*Task requirements*.
Which lines in the records below contain the word "direction"? Return each of them.

-- Records supplied follows --

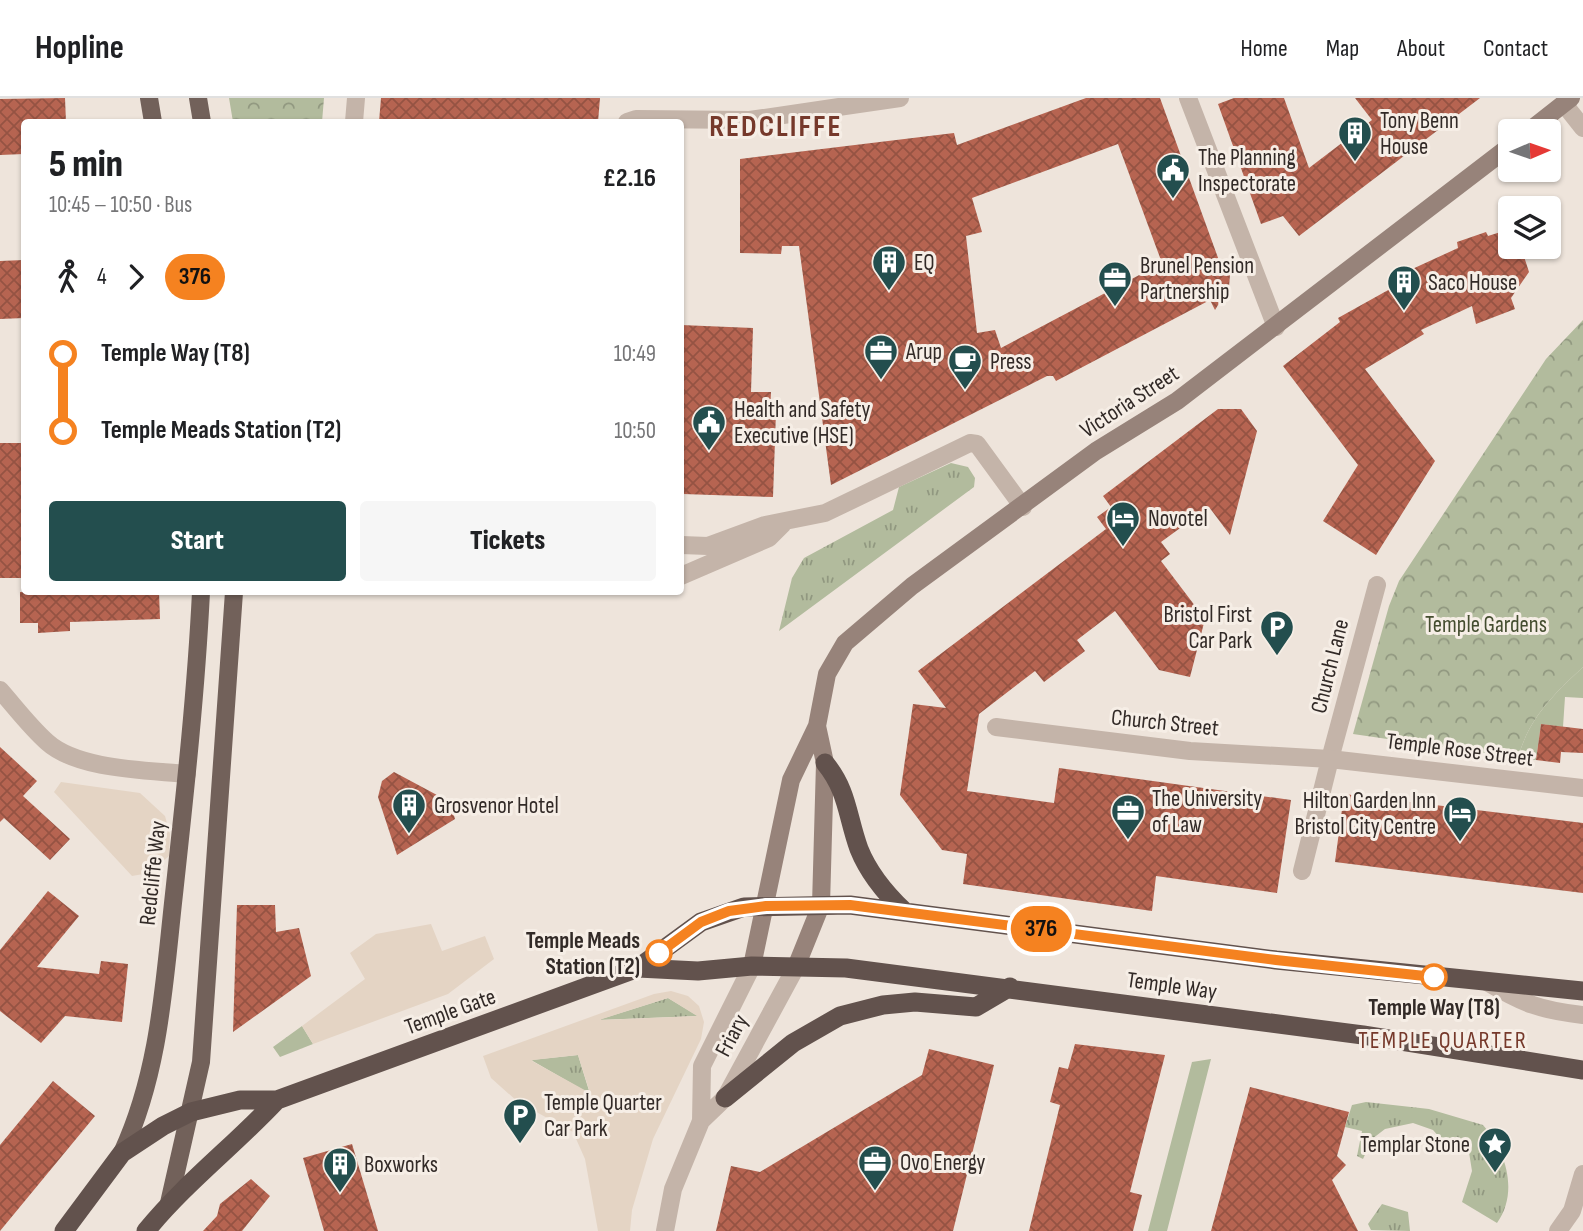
<!DOCTYPE html>
<meta charset="utf-8">
<style>
body{margin:0;font-family:"Sofia Sans Condensed",sans-serif;background:#f6f6f6;color:#202124;height:100vh;display:flex;flex-direction:column;font-size:26px;white-space:nowrap}
*{box-sizing:border-box;margin:0}
p{font-size:23px;color:#757577}
.icon{flex:none;width:38px;height:38px;fill:none;stroke:currentColor;stroke-width:2;stroke-linecap:round;stroke-linejoin:round}
.map{position:relative;flex:1;overflow:hidden}
.sheet{position:absolute;left:21px;top:21px;width:663px;height:476px;display:flex;flex-direction:column;background:#fff;border-radius:7px;box-shadow:0 2px 5px #0004}
.sheet>*{flex:none}
.badge{padding:0 14px;border-radius:23px;font-size:24px;line-height:46px}
.needle{width:46px;rotate:88deg}
.controls{position:absolute;left:1498px;top:21px;display:grid;gap:14px}
.controls a{display:grid;place-items:center;width:63px;height:63px;border-radius:7px;background:#fff;box-shadow:0 2px 5px #0004;font-size:35px}
.map>.badge{position:absolute;translate:-50% -50%;box-shadow:0 0 0 4px #fff}
.legs{display:flex;align-items:center;gap:10px;height:77px;padding:0 28px;font-size:23px}
.legs p{margin-inline-start:auto}
.head{display:flex;align-items:center;justify-content:space-between;height:119px;padding:0 28px}
h1{font-size:38px;font-weight:800;line-height:52px}
.action{display:flex;gap:14px;margin-top:auto;padding:14px 28px}
.action a{flex:1;height:80px;border-radius:7px;background:#234e4e;color:#fff;font-size:28px;font-weight:800;line-height:80px;text-align:center}
.action a+a{background:#f6f6f6;color:#202124}
ul{padding:0 28px;list-style:none}
li{display:flex;align-items:center;gap:24px;height:77px;font-size:26px}
li i{display:grid;place-items:center;width:10px;height:100%;margin:0 9px;background:currentColor}
li i::after{content:'';width:18px;height:18px;margin:-9px;border:5px solid;border-radius:50%;background:#fff}
li p{margin-inline-start:auto}
li:first-child i{background:linear-gradient(#0000 50%,currentColor 0)}
li:last-child i{background:linear-gradient(currentColor 50%,#0000 0)}
header{display:flex;align-items:center;gap:42px;box-sizing:border-box;height:98px;padding:0 35px;background:#fff;border-bottom:2px solid #e0e0e0}
header strong{font-size:33px}
nav{display:flex;gap:38px;margin-inline-start:auto;font-size:24px}
.map>svg:first-child{display:block}
.grass{fill:url(#grass-tufts)}
.park{fill:url(#park-crowns)}
.garden{fill:#b2bb9d}
.plaza{fill:#e4d4c4;fill-rule:evenodd}
.building{fill:url(#building-cross-hatch);fill-rule:evenodd}
.lines{fill:none;stroke-linecap:round;stroke-linejoin:round}
.pedestrian{stroke:#c4b4a9;stroke-width:18}
.minor{stroke:#c4b4a9;stroke-width:18}
.secondary{stroke:#97837a;stroke-width:18}
.primary{stroke:#72615a;stroke-width:18}
.trunk{stroke:#62524d;stroke-width:19}
.line-1-casing{stroke:#fff;stroke-width:16}
.line-1{stroke:#f58220;stroke-width:10}
.stop-1-dot{fill:#fff;stroke:#f58220;stroke-width:3.5}
.labels{text-anchor:middle;stroke-width:6;stroke-linejoin:round;paint-order:stroke}
.poi-label{font-size:23px;fill:#322a27;stroke:#f6eee6;text-anchor:start}
.street-label{font-size:23px;fill:#322a27;stroke:#f6eee6}
.park-label{font-size:23px;fill:#444d2f;stroke:#f6eee6}
.stop-label{font-size:23px;font-weight:bold;fill:#322a27;stroke:#f6eee6;text-anchor:end}
.neighbourhood-label{font-size:24px;letter-spacing:2px;fill:#76392b;stroke:#f6eee6}
.district-label{font-size:30px;font-weight:bold;letter-spacing:2px;fill:#76392b;stroke:#f6eee6}
</style>
<header>
<strong>Hopline</strong>
<nav><a>Home</a><a>Map</a><a>About</a><a>Contact</a></nav>
</header>
<div class="map">
<svg width="1583" height="1133" viewBox="0 0 1583 1133">
<defs>
<pattern id="grass-tufts" width="24" height="20" patternUnits="userSpaceOnUse" patternTransform="scale(1.75)"><rect width="24" height="20" fill="#b2bb9d"/><path d="M3 7l-1-3M5 7V3M7 7l1-3M15 17l-1-3M17 17v-4M19 17l1-3" fill="none" stroke="#919880"/></pattern>
<pattern id="park-crowns" width="20" height="18" patternUnits="userSpaceOnUse" patternTransform="scale(1.75)"><rect width="20" height="18" fill="#b2bb9d"/><path d="M2 6a3 3 0 1 1 6 0M12 15a3 3 0 1 1 6 0" fill="none" stroke="#919880"/></pattern>
<pattern id="building-cross-hatch" width="8" height="8" patternUnits="userSpaceOnUse" patternTransform="scale(1.75)"><rect width="8" height="8" fill="#b66451"/><path d="M0 0l8 8M0 8l8-8" fill="none" stroke="#955343"/></pattern>
</defs>
<rect width="100%" height="100%" fill="#eee4db"/>
<path class="grass" d="M951,365L968,369L975,380L974,389L779,533L792,480L804,460L893,412L899,389Z
M668,900L698,918L598,922Z
M302,928L313,946L280,959L273,949Z
M578,957L590,996L531,962Z
M1366,1004L1429,1011L1483,1027C1506,1053 1519,1094 1497,1125L1462,1104L1472,1073L1467,1042L1448,1049L1433,1032L1413,1025L1385,1031L1372,1041L1363,1061L1357,1058L1362,1033L1345,1029L1352,1007Z
M1382,1106L1408,1114L1410,1133L1371,1132L1368,1126Z"/>
<path class="park" d="M229,0H324L322,24H233Z
M1583,222V569C1553,597 1529,620 1518,660L1353,636L1389,508L1399,483L1546,261Z"/>
<path class="garden" d="M1583,569V600L1565,599L1563,629L1541,626L1536,662L1518,660C1529,620 1553,597 1583,569Z
M1211,961L1167,1133H1148L1192,964Z"/>
<path class="plaza" d="M61,684L140,695L165,718L170,736L169,758L149,775L132,778L54,694Z
M431,826L442,853L485,838L494,861L448,896L313,946L302,928L365,881L350,855L376,836Z
M671,893L688,898L699,908L704,924L701,941L653,1041L632,1112L630,1133H598L585,1061L573,1034L518,1004L491,980L483,958L654,896ZM668,900L697,918L601,922L602,921ZM578,957L590,995L532,963L533,962Z"/>
<path class="building" d="M65,0L66,24H24V56L0,57V1Z
M381,0H600L598,24H379Z
M1086,0H1160L1221,168L1231,165L1229,189L1215,212L1210,202L1056,283L1053,278H1047L831,387L799,148H782L781,156L740,155V61L954,35L957,47ZM1118,46L1162,165L1001,250L995,232L977,235L966,138L982,134L972,100Z
M1234,0H1284L1309,70L1372,22L1355,0H1480L1299,138L1283,118L1261,126L1218,6Z
M1510,131V149H1521L1529,174L1511,200L1515,211L1476,226L1472,208L1421,232L1424,236L1365,271L1435,363L1376,457L1323,423L1358,367L1283,268L1340,224L1338,220L1399,186L1397,178L1458,150L1457,144L1486,134L1488,138Z
M24,162V220L0,221V163Z
M681,227L753,230L751,294H771L770,314H776L773,399L683,396Z
M1218,311H1241L1257,333L1230,437L1209,409L1161,444L1170,456L1161,463L1205,521L1190,579L1159,572L1115,513L1077,542L1085,553L1044,584L1035,573L979,616L967,693L1054,705L1059,670L1291,702L1277,795L1156,778L1152,813L963,786L967,756L942,752L900,697L913,606L946,610L918,573L1106,431L1097,419L1111,409L1103,398Z
M0,345H24V480H0Z
M20,494H159L160,521L70,524V533L38,535V525H20Z
M1541,626L1583,631V655L1561,654L1560,665L1536,662Z
M0,649L37,683L23,698L70,741L50,762L4,720L0,724Z
M394,674L450,704L455,721L397,757L378,699L382,683Z
M1344,696L1583,725V795L1335,764Z
M48,793L79,818L37,869L99,876L101,863L128,866L122,924L65,918L41,945L0,913V852Z
M237,807H275L276,834L299,830L311,878L233,934Z
M1075,946L1165,957L1130,1094L1142,1097L1133,1133H1029L1060,1007L1050,1004L1059,969L1068,971Z
M929,951L994,967L953,1133H716L731,1068L760,1074L922,977Z
M53,983L95,1018L0,1133V1047Z
M1250,989L1349,1014L1337,1058L1346,1067L1332,1082L1358,1133H1211Z
M352,1046L378,1133H324L303,1060Z
M251,1081L270,1098L242,1133H203L217,1118L220,1106Z"/>
<g class="lines">
<path class="pedestrian" d="M1330,661L1377,487"/>
<path class="minor" d="M1188,0L1276,229
M1564,6L1583,30
M354,24L356,0
M627,24L636,21L750,22L900,0
M681,447L708,448L765,427L825,415L970,345L977,346L1023,409
M681,478L769,440L783,426
M0,592C15,609 30,629 47,644C78,672 147,672 187,676
M996,629L1190,653L1330,661L1583,690
M1302,773L1330,661
M1487,884C1524,906 1540,912 1583,917
M701,1023L702,968L752,868
M665,1133L673,1091L701,1023L725,1000L796,869
M1558,1133L1572,1113L1583,1076"/>
<path class="secondary" d="M1529,33L1571,0
M752,868L791,682L817,628L827,576L845,545L912,488L1096,353L1177,303L1510,48
M796,869L821,807L825,665L817,628"/>
<path class="primary" d="M149,0L153,24
M198,0L202,24
M122,1055C160,973 164,885 174,796C185,695 196,595 201,494
M169,1105L201,964L234,494"/>
<path class="trunk" d="M825,665C848,693 847,718 859,751C869,776 885,795 904,813
M638,870L698,873L752,868L846,870L1363,937L1583,972
M725,1000L793,945L840,918L883,907L915,904L976,909L1010,889
M64,1133L122,1055L163,1028L191,1014L240,1002H277L638,870L701,824L744,809L850,807L1276,862L1583,893
M146,1133C185,1085 235,1047 277,1002"/>
</g>
<g class="lines">
<g class="line-1-casing">
<path id="line-1" d="M659,855L701,824L729,813L766,808L850,807L1276,862L1434,879"/>
</g>
<use href="#line-1" class="line-1"/>
</g>
<defs>
<g id="building-pin" transform="scale(1.75)"><path d="M0 17L-7.5 6A9.5 9.5 0 1 1 7.5 6Z" fill="#234e4e" stroke="#f6eee6"/><path d="M-4-6H4V6H1V3H-1V6H-4ZM-2.5-4.3h1.7v1.8h-1.7ZM.8-4.3h1.7v1.8H.8ZM-2.5-1h1.7V.8h-1.7ZM.8-1h1.7V.8H.8Z" fill="#fff"/></g>
<g id="civic-pin" transform="scale(1.75)"><path d="M0 17L-7.5 6A9.5 9.5 0 1 1 7.5 6Z" fill="#234e4e" stroke="#f6eee6"/><path d="M-.6-6.5H3V-4.5H.6V-3L4-1V1h2V6H-6V1h2V-1L-.6-3ZM-1.2 2.5V6h2.4V2.5Z" fill="#fff"/></g>
<g id="office-pin" transform="scale(1.75)"><path d="M0 17L-7.5 6A9.5 9.5 0 1 1 7.5 6Z" fill="#234e4e" stroke="#f6eee6"/><path d="M-6-3h4V-5.5h4V-3h4V5H-6ZM-1-4.5V-3h2v-1.5ZM-6 0V1H6V0Z" fill="#fff"/></g>
<g id="cafe-pin" transform="scale(1.75)"><path d="M0 17L-7.5 6A9.5 9.5 0 1 1 7.5 6Z" fill="#234e4e" stroke="#f6eee6"/><path d="M-5.5-4.5H6V0H3Q3 3.5 0 3.5H-2.5Q-5.5 3.5-5.5 0ZM3-3.2v2h1.7v-2ZM-6 4.5H4V6H-6Z" fill="#fff"/></g>
<g id="hotel-pin" transform="scale(1.75)"><path d="M0 17L-7.5 6A9.5 9.5 0 1 1 7.5 6Z" fill="#234e4e" stroke="#f6eee6"/><path d="M-6-4.5h1.5V1H6V5H4.5V3h-9V5H-6ZM-4 0a1.8 1.8 0 1 1 3.6 0ZM.5 0V-2.5h3Q6-2.5 6 0Z" fill="#fff"/></g>
<g id="parking-pin" transform="scale(1.75)"><path d="M0 17L-7.5 6A9.5 9.5 0 1 1 7.5 6Z" fill="#234e4e" stroke="#f6eee6"/><path d="M-3.5-5.5H1a3.5 3.5 0 0 1 0 7H-1V5.5H-3.5ZM-1-3.4V-.6H.8a1.4 1.4 0 0 0 0-2.8Z" fill="#fff"/></g>
<g id="sight-pin" transform="scale(1.75)"><path d="M0 17L-7.5 6A9.5 9.5 0 1 1 7.5 6Z" fill="#234e4e" stroke="#f6eee6"/><path d="M0-6L1.8-2.2L6-1.7L2.9 1.2L3.7 5.4L0 3.3L-3.7 5.4L-2.9 1.2L-6-1.7L-1.8-2.2Z" fill="#fff"/></g>
</defs>
<g fill-rule="evenodd">
<use href="#building-pin" x="1355" y="35"/>
<use href="#civic-pin" x="1173" y="72"/>
<use href="#building-pin" x="889" y="164"/>
<use href="#office-pin" x="1115" y="180"/>
<use href="#building-pin" x="1404" y="184"/>
<use href="#office-pin" x="881" y="253"/>
<use href="#cafe-pin" x="965" y="263"/>
<use href="#civic-pin" x="709" y="324"/>
<use href="#hotel-pin" x="1123" y="420"/>
<use href="#parking-pin" x="1277" y="529"/>
<use href="#building-pin" x="409" y="707"/>
<use href="#office-pin" x="1128" y="713"/>
<use href="#hotel-pin" x="1460" y="715"/>
<use href="#parking-pin" x="520" y="1017"/>
<use href="#sight-pin" x="1495" y="1046"/>
<use href="#office-pin" x="875" y="1064"/>
<use href="#building-pin" x="340" y="1066"/>
</g>
<g class="stop-1-dot">
<circle cx="659" cy="855" r="12"/>
<circle cx="1434" cy="879" r="12"/>
</g>
<g class="labels">
<g class="poi-label">
<text x="1380" y="30">Tony Benn<tspan x="1380" dy="26">House</tspan></text>
<text x="1198" y="67">The Planning<tspan x="1198" dy="26">Inspectorate</tspan></text>
<text x="914" y="172">EQ</text>
<text x="1140" y="175">Brunel Pension<tspan x="1140" dy="26">Partnership</tspan></text>
<text x="1428" y="192">Saco House</text>
<text x="906" y="261">Arup</text>
<text x="990" y="271">Press</text>
<text x="734" y="319">Health and Safety<tspan x="734" dy="26">Executive (HSE)</tspan></text>
<text x="1148" y="428">Novotel</text>
<text x="1252" y="524" text-anchor="end">Bristol First<tspan x="1252" dy="26">Car Park</tspan></text>
<text x="1152" y="708">The University<tspan x="1152" dy="26">of Law</tspan></text>
<text x="1436" y="710" text-anchor="end">Hilton Garden Inn<tspan x="1436" dy="26">Bristol City Centre</tspan></text>
<text x="434" y="715">Grosvenor Hotel</text>
<text x="544" y="1012">Temple Quarter<tspan x="544" dy="26">Car Park</tspan></text>
<text x="1470" y="1054" text-anchor="end">Templar Stone</text>
<text x="900" y="1072">Ovo Energy</text>
<text x="364" y="1074">Boxworks</text>
</g>
<g class="street-label">
<text transform="translate(1129 303) rotate(-33)" y="8">Victoria Street</text>
<text transform="translate(1329 568) rotate(-76)" y="8">Church Lane</text>
<text transform="translate(1165 624) rotate(6)" y="8">Church Street</text>
<text transform="translate(1460 651) rotate(7)" y="8">Temple Rose Street</text>
<text transform="translate(152 775) rotate(-84)" y="8">Redcliffe Way</text>
<text transform="translate(1172 887) rotate(8)" y="8">Temple Way</text>
<text transform="translate(450 913) rotate(-20)" y="8">Temple Gate</text>
<text transform="translate(731 937) rotate(-62)" y="8">Friary</text>
</g>
<g class="park-label">
<text x="1486" y="534">Temple Gardens</text>
</g>
<g class="stop-label">
<text x="640" y="850">Temple Meads<tspan x="640" dy="26">Station (T2)</tspan></text>
<text x="1434" y="917" text-anchor="middle">Temple Way (T8)</text>
</g>
<g class="neighbourhood-label">
<text x="1443" y="950">TEMPLE QUARTER</text>
</g>
<g class="district-label">
<text x="776" y="38">REDCLIFFE</text>
</g>
</g>
</svg>
<div class="controls">
<a><svg class="needle" viewBox="-14 -14 28 28"><path d="M0-13l5 13h-10z" fill="#e53935"/><path d="M0 13l5-13h-10z" fill="#757577"/></svg></a>
<a><svg class="icon" aria-label="layers" viewBox="0 0 24 24"><path d="M12 4l9 5-9 5-9-5zM3 14l9 5 9-5"/></svg></a>
</div>
<b class="badge" style="left:1041px;top:831px;background:#f58220;color:#111">376</b>
<section class="sheet">
<div class="head"><div><h1>5 min</h1><p>10:45 – 10:50 · Bus</p></div><b>£2.16</b></div>
<div class="legs"><svg class="icon" aria-label="walk" viewBox="0 0 24 24"><circle cx="13" cy="4" r="2"/><path d="M13 8l-2 6 4 7M11 14l-3 7M7 12l3-4h3l4 4"/></svg>4<svg class="icon" aria-label="forward" viewBox="0 0 24 24"><path d="M9 5l7 7-7 7"/></svg><b class="badge" style="background:#f58220;color:#111">376</b></div>
<ul>
<li><i style="color:#f58220"></i><b>Temple Way (T8)</b><p>10:49</p></li>
<li><i style="color:#f58220"></i><b>Temple Meads Station (T2)</b><p>10:50</p></li>
</ul>
<div class="action"><a>Start</a><a>Tickets</a></div>
</section>
</div>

-- Records supplied concluded --

*Solved exercise*.
body{margin:0;font-family:"Sofia Sans Condensed",sans-serif;background:#f6f6f6;color:#202124;height:100vh;display:flex;flex-direction:column;font-size:26px;white-space:nowrap}
.sheet{position:absolute;left:21px;top:21px;width:663px;height:476px;display:flex;flex-direction:column;background:#fff;border-radius:7px;box-shadow:0 2px 5px #0004}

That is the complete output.